WORK INSTRUCTION —
Give back the full set of entries exactly, keeping each line intact.

INFORMATION SHOWN —

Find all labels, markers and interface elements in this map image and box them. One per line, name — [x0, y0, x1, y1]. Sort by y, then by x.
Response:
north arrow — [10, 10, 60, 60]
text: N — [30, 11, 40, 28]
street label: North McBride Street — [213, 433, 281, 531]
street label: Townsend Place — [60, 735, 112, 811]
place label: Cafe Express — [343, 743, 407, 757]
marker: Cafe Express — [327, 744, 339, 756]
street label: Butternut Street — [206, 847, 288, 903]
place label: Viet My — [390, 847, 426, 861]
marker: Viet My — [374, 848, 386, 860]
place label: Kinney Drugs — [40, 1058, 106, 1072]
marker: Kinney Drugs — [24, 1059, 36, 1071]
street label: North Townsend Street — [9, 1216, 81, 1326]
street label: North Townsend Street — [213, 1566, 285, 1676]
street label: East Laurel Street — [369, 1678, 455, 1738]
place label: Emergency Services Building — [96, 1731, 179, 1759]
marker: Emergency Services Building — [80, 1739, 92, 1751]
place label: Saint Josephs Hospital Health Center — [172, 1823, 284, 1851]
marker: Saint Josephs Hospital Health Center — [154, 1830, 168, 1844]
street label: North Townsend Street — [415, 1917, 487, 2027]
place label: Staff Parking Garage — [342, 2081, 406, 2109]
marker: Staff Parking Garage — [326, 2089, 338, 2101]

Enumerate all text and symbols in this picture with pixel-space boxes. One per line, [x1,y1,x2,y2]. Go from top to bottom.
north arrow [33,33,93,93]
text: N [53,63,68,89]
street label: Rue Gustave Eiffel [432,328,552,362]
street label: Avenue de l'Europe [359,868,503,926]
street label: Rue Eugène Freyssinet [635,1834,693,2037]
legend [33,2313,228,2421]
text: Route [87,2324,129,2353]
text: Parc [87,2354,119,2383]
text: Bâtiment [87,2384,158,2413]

ANSWER —
Find all labels, markers and interface elements in this map image and box them. One per line, name — [x0, y0, x1, y1]. Sort by y, then by x.
Response:
north arrow — [10, 10, 60, 60]
text: N — [30, 11, 40, 28]
street label: North McBride Street — [213, 433, 281, 531]
street label: Townsend Place — [60, 735, 112, 811]
place label: Cafe Express — [343, 743, 407, 757]
marker: Cafe Express — [327, 744, 339, 756]
street label: Butternut Street — [206, 847, 288, 903]
place label: Viet My — [390, 847, 426, 861]
marker: Viet My — [374, 848, 386, 860]
place label: Kinney Drugs — [40, 1058, 106, 1072]
marker: Kinney Drugs — [24, 1059, 36, 1071]
street label: North Townsend Street — [9, 1216, 81, 1326]
street label: North Townsend Street — [213, 1566, 285, 1676]
street label: East Laurel Street — [369, 1678, 455, 1738]
place label: Emergency Services Building — [96, 1731, 179, 1759]
marker: Emergency Services Building — [80, 1739, 92, 1751]
place label: Saint Josephs Hospital Health Center — [172, 1823, 284, 1851]
marker: Saint Josephs Hospital Health Center — [154, 1830, 168, 1844]
street label: North Townsend Street — [415, 1917, 487, 2027]
place label: Staff Parking Garage — [342, 2081, 406, 2109]
marker: Staff Parking Garage — [326, 2089, 338, 2101]

Enumerate all text and symbols in this picture with pixel-space boxes. One per line, [x1,y1,x2,y2]. Go from top to bottom.
north arrow [33,33,93,93]
text: N [53,63,68,89]
street label: Rue Gustave Eiffel [432,328,552,362]
street label: Avenue de l'Europe [359,868,503,926]
street label: Rue Eugène Freyssinet [635,1834,693,2037]
legend [33,2313,228,2421]
text: Route [87,2324,129,2353]
text: Parc [87,2354,119,2383]
text: Bâtiment [87,2384,158,2413]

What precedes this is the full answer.